İnsanın Allah katındaki durumu hakkında hissettiği korku ve kaygıları ifade etmek üzere kullanılan bir terim.

Sözlükte “korkmak, kaygılanmak, endişe duymak” gibi anlamlara gelen havf kelimesi, genellikle “hoşlanılmayan bir durumun başa gelmesinden veya


arzulanan bir şeyin elde edilememesinden duyulan kaygı ve korku” şeklinde tanımlanmıştır (et-TaǾrîfât, “ħavf” md.; krş. Gazzâlî, IV, 155, 158). Râgıb el-İsfahânî havfı, “insanın tahmin ettiği veya açıkça bildiği bir emareye dayanarak başına kötü bir hal geleceğinden kaygılanması” olarak tarif etmiştir (el-Müfredât, “ħvf” md.). Gazzâlî’nin, “ileride kötü bir durumla karşılaşılacağı beklentisinin insanın ruhunda sebep olduğu elem ve huzursuzluk” şeklindeki tanımı ise havfa psikoloji açısından bakan bir yaklaşımın sonucudur. Tasavvufî eserlerde bu tanımlar daha da özelleştirilerek havf kelimesinin, bilhassa Allah korkusu ve âhiret hayatıyla ilgili ağır endişeler için kullanılan bir terim haline getirildiği görülmektedir (aş. bk.). Nitekim Tehânevî, havfın tasavvuftaki anlamını “isyanlardan ve günahlardan dolayı hayâ ve elem duymak” şeklinde özetler (Keşşâf, I, 444).

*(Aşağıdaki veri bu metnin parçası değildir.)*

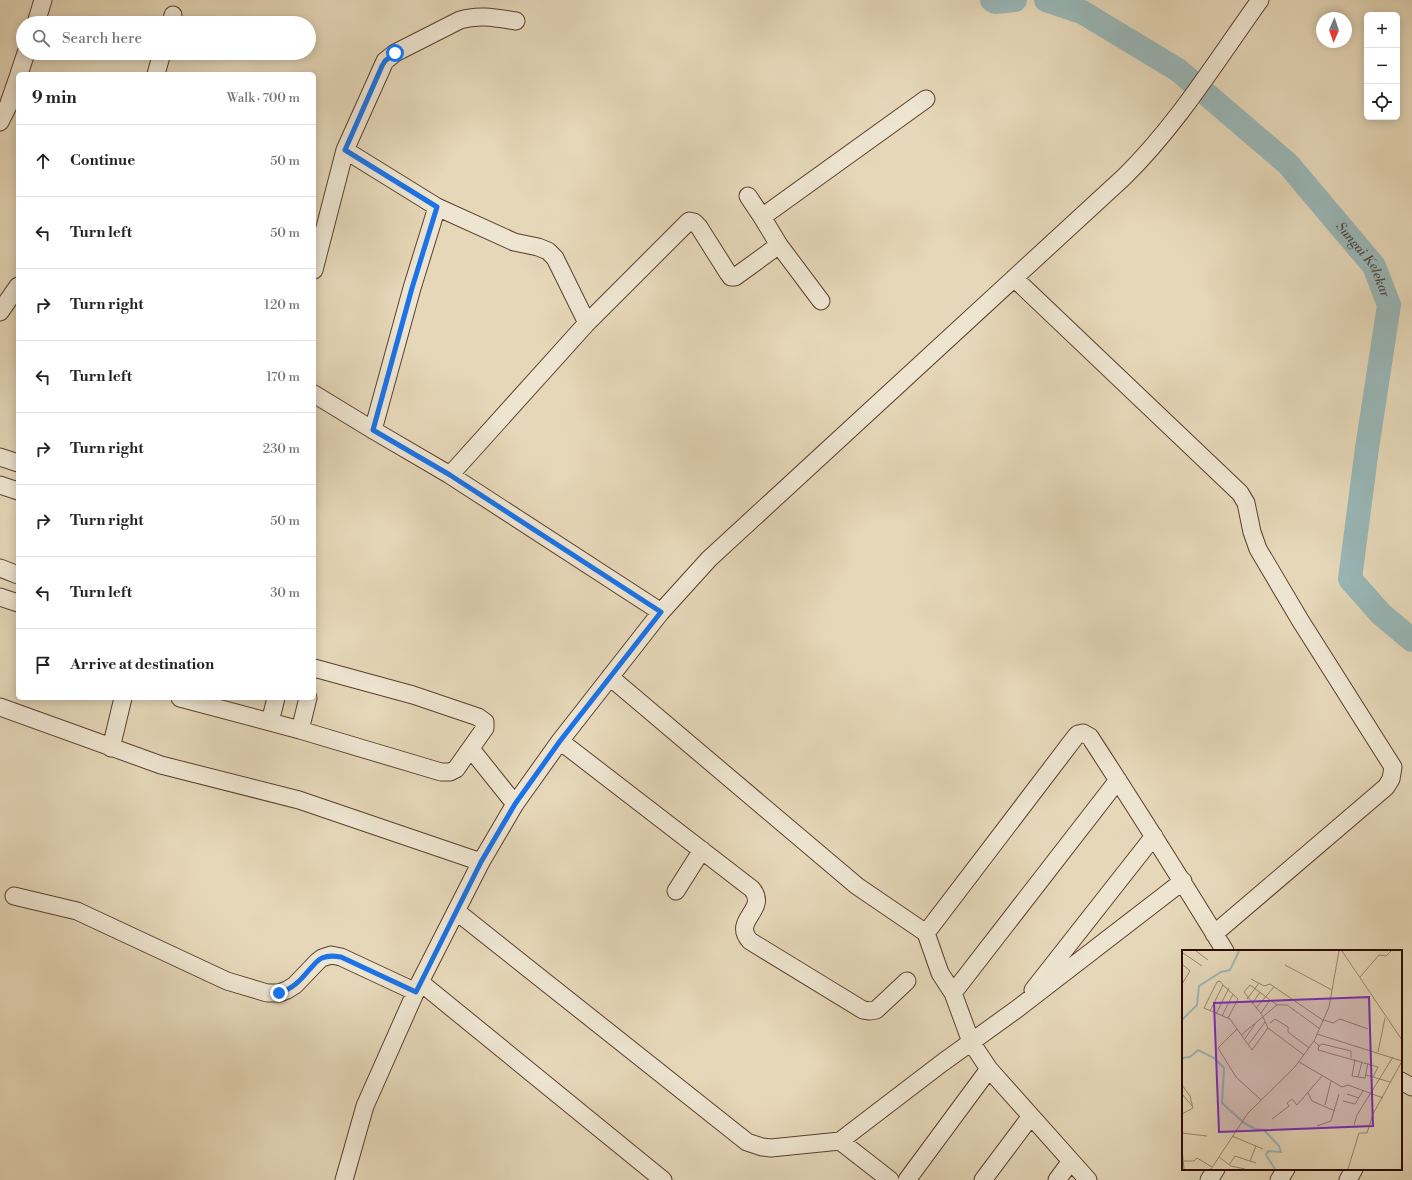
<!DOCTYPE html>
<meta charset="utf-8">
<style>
:root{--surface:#fff;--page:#f2f2f2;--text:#222;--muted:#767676;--line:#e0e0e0}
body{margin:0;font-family:"Libre Bodoni",serif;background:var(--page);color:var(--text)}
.controls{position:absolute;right:12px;top:12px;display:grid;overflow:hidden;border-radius:6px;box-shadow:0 2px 10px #0003}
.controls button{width:36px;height:36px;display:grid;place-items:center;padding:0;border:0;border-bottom:1px solid var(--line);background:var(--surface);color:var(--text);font:20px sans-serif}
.compass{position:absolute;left:1316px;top:12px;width:36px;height:36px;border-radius:50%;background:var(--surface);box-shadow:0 2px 10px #0003;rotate:182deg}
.stop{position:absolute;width:12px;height:12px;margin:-9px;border:3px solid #1a73e8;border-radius:50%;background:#fff}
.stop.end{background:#1a73e8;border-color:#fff;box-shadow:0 1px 4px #0008}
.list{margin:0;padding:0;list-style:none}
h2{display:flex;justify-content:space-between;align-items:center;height:52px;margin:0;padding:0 16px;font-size:17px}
h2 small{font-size:13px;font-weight:400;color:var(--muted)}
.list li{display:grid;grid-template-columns:26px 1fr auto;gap:12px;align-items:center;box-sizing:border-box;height:72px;padding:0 16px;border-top:1px solid var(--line)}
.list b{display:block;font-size:15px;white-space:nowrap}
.list em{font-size:13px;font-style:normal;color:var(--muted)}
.icon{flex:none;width:22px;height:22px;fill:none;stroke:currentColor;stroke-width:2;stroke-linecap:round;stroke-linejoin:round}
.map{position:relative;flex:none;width:1412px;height:1180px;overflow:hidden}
.search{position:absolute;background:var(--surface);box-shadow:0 2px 10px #0003;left:16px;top:16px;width:300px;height:44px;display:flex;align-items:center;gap:10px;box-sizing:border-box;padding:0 14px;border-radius:22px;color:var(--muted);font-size:15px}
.panel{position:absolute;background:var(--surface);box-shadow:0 2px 10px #0003;left:16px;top:72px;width:300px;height:628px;border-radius:6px}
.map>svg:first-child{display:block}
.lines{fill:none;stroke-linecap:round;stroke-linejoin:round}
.river{stroke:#99b7b7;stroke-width:24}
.minor-casing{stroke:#5a3f2e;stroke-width:19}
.minor{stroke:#eee5d1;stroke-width:17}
.route{stroke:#1a73e8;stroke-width:5}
.labels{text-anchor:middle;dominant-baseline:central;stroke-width:3;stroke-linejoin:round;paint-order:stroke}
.water-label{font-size:13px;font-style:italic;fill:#524840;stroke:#eee5d1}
.inset-river{fill:none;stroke:#99b7b7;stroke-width:2}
.inset-road{fill:none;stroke:#9b866e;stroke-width:1}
.view{fill:#7b2cbf;fill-opacity:0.15;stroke:#7b2cbf;stroke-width:2}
.inset-edge{fill:none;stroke:#2b0c00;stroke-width:2}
</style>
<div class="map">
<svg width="1412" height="1180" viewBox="0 0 1412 1180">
<rect width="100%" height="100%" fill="#e5d7b8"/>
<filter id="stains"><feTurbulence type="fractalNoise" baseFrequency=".005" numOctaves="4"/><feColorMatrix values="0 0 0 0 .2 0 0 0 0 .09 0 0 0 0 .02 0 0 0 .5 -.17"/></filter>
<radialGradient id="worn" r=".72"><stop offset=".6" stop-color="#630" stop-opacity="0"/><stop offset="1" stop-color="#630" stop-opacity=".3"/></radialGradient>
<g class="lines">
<g class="river">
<path d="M992,0L995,2L1015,0"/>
<path id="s1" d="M1046,0L1082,12L1178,70L1288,164L1374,266L1389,305L1367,448L1350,579L1381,614L1412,640"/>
</g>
<defs>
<path id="minor" d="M36,23L43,0
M171,23L173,15
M19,74L26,53
M156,74L162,53
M0,122L8,106L18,77
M345,150L437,207L514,242L538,247L548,251L555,258L587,323
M748,196L762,217
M779,245L821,301
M314,270L345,150L385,61L395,53L460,20C479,14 497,18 516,21
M1014,278L1240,493L1246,503L1252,532L1258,549L1300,620L1393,767L1391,779L1386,787L1214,934
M0,312L18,286
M314,394L373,430L450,475L661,612
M373,430L412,288L437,207
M0,457L18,463
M450,475L587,323L689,221L694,222L699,227L728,273L731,277H735L779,245L762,217L926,99
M0,485L18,491
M0,568L18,575
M0,597L18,603
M610,677L857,886L926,933L940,973L953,993L971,1042L989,1069L1088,1180
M180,698L300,730L441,772H450L456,769L485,728V722L478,717L413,695L314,668
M0,707L161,765L299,800L481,862
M270,722L276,698
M300,730L308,698
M560,741L752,889C769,910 731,920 750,941L863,1010L870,1011L876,1010L907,981
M111,748L123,698
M471,749L515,804
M676,891L702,850
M14,896L77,911L227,981L267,993H279L287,990L295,985L318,961L322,958L331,955L341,957L416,992
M456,911L747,1142L762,1147L771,1148L840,1141L890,1180
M926,933L1076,736L1078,734L1083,733L1090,737C1136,808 1181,879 1225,951
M420,982L663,1180
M1033,990L1154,836
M953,993L1118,780
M1401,1081L1412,1087
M840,1141L942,1063L1017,1009L1183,881
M344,1180L365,1106L420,982L481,862L515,804L560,741L661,612L709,559L1124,177C1177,125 1217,60 1260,0
M907,1180L989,1069
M983,1180L1031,1116
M1057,1180L1071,1161
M1209,1180L1216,1169
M1279,1180L1286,1169
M1348,1180L1354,1169"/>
</defs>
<use href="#minor" class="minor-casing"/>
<use href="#minor" class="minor"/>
</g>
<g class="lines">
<path class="route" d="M279,993C292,989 300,981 309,970C313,966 317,960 322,958C329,955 335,956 341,957L416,992L481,862L515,804L560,741L661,612L450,475L373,430L412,288L437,207L345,150L382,66L385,61L395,53"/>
</g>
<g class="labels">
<g class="water-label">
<text stroke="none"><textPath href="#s1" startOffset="417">Sungai Kelekar</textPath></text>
</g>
</g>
<g transform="translate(1182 950)">
<rect width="220" height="220" fill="#e5d7b8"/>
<path class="inset-river" d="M0,70L15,55L17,36L39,22L48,20L57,1M0,108L8,107L16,100L32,108L42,118L40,153L62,173L73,179L82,180L97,196L99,202L86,201L84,205L93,219"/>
<path class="inset-road" d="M14,1L26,10M160,1L220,90M1,3L20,16M0,14L8,21L0,34M103,15L150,40M178,27L197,5L204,6L209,1M69,29L82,36L88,34L142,71M41,35L38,31L35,32L22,58L48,69L70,100L86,78M65,49L77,33M70,54L78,42M74,58L92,37M28,61L41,35L56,49L46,68M79,63L88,50M34,64L47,38M40,66L51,44M142,70L151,73L158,69L186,79M88,73L93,69L106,77V82L127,98M55,79L36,98L54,127L79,150M135,84L220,111M59,85L95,55M62,90L73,74M132,91L137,96L136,100L196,117L191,127M66,95L83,72M137,96L140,94L169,101V108M196,102L203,68M122,105L86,78L80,65L62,42L68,35L95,55H105L138,79M173,109L170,126L183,128L186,113M117,112L160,137L166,135L201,148M184,125L208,132M176,127L180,112M0,135L8,146L11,158L0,164M126,143L130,151L153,161M0,144L10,156M165,144L177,148M161,151L173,154L181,141M143,155L149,131M90,169L107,156L105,153L110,149L115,155L140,126M172,175L175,165L211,107M135,176L149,171L157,144M0,183L25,186M50,186L81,199M0,199L2,219M37,207L49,216L63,219M2,211H12L15,208L30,217M68,211L74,196M47,215L53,206L74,213M29,219L66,163L112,118L132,91L147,57L157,1M166,219L177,183H185L191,164L220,111"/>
<path class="view" d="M187,47L191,176L37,182L32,53Z"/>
<rect width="220" height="220" class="inset-edge"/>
</g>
<rect width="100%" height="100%" filter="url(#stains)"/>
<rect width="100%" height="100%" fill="url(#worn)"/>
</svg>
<div class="controls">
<button>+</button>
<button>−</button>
<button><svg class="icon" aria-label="locate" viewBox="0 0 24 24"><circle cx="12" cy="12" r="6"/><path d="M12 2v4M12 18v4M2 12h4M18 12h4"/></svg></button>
</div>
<svg class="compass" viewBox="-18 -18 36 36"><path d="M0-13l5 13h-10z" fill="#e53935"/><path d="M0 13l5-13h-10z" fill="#767676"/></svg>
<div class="stop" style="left:395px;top:53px"></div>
<div class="stop end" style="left:279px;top:993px"></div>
<div class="search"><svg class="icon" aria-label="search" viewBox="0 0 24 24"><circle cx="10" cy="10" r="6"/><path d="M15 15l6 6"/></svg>Search here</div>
<section class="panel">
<h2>9 min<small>Walk · 700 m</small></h2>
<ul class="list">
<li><svg class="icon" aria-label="ahead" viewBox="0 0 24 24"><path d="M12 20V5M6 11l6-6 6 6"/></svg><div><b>Continue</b></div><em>50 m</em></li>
<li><svg class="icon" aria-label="left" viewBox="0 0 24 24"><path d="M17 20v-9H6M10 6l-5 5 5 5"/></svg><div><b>Turn left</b></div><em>50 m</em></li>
<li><svg class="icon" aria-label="right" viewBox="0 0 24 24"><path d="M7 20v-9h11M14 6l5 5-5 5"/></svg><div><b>Turn right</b></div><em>120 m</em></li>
<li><svg class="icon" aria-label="left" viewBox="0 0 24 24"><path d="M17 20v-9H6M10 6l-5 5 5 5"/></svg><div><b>Turn left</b></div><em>170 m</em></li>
<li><svg class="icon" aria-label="right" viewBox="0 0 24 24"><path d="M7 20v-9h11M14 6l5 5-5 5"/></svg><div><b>Turn right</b></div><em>230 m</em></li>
<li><svg class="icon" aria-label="right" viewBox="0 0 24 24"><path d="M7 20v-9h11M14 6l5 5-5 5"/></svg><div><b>Turn right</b></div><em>50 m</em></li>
<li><svg class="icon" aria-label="left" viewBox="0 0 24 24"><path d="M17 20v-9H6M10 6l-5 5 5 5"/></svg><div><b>Turn left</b></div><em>30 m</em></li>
<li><svg class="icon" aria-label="arrive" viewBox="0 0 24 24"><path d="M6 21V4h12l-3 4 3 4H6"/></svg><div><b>Arrive at destination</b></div></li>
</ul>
</section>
</div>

Kur’ân-ı Kerîm’de havf kökünden gelen veya aynı anlamdaki diğer masdarlardan türeyen fiil ve isimler 124 yerde geçmekte; bunların yarısına yakını dünyevî korku ve kaygıları, diğerleri ise Allah korkusu, azap korkusu, âhiret kaygısı, günah işleme endişesi gibi dinî kaygıları ifade etmektedir. Bu âyetlerin birinde Allah Teâlâ, “İşte o şeytan yalnız kendi dostlarını korkutabilir. Şu halde onlardan korkmayın, benden korkun” buyurur (Âl-i İmrân 3/175). Hz. Âdem’in, aralarında anlaşmazlık çıkan iki oğlundan biri diğerine kendisini öldürmeye kalkışsa bile yine de ona el kaldırmayacağını belirterek, “Çünkü ben âlemlerin rabbi olan Allah’tan korkarım” der (el-Mâide 5/28). En‘âm sûresinin (6/15) Hz. Peygamber’e hitap eden, “De ki: Ben rabbime isyan edersem kesinlikle büyük bir günün azabına uğrayacağımdan korkarım” meâlindeki âyette havf hem günah işleme endişesini hem de uhrevî ceza korkusunu anlatmaktadır. Hz. İbrâhim de inkârcılıkta ısrar eden babası Âzer’i, “Babacığım! Senin Allah’ın azabına çarpılmandan ve sonuçta şeytanın yakını olmandan korkuyorum” diyerek uyarmıştır (Meryem 19/45). Âyetlerde, kişinin sadece kendisi adına değil başkası adına duyduğu korku ve kaygıların da havf kelimesiyle ifade edildiği görülmektedir (meselâ bk. Hûd 11/26, 84; Gāfir 40/26). Bazı âyetlerde, insanın mutlaka “rabbinin makamı”nda durup hesap vereceğini bilerek bundan korkması ve ona göre davranması gerektiği (meselâ bk. Hûd 11/103; İbrâhim 14/14; er-Rahmân 55/46); diğer âyetlerde de “Allah’ın hidayetine uyan” (el-Bakara 2/38), “iyi bir mümin olarak kendini Allah’a teslim eden” (el-Bakara 2/112), “iman edip iyilik ve barış yolunda çaba harcayan” (el-En‘âm 6/48), “iman ettikten sonra istikamet üzere olan” (el-Ahkāf 46/13) kimselerle “Allah dostları” (Yûnus 10/62) için âhirette korkulacak (havf) ve üzülecek (hüzn) bir durum olmadığı bildirilir. Bir kısım âyetlerde havf ümit ve yakarışla birlikte dua, zikir ve tesbihin âdâbı arasında gösterilir (el-A‘râf 7/56, 205; er-Ra‘d 13/13; es-Secde 32/16).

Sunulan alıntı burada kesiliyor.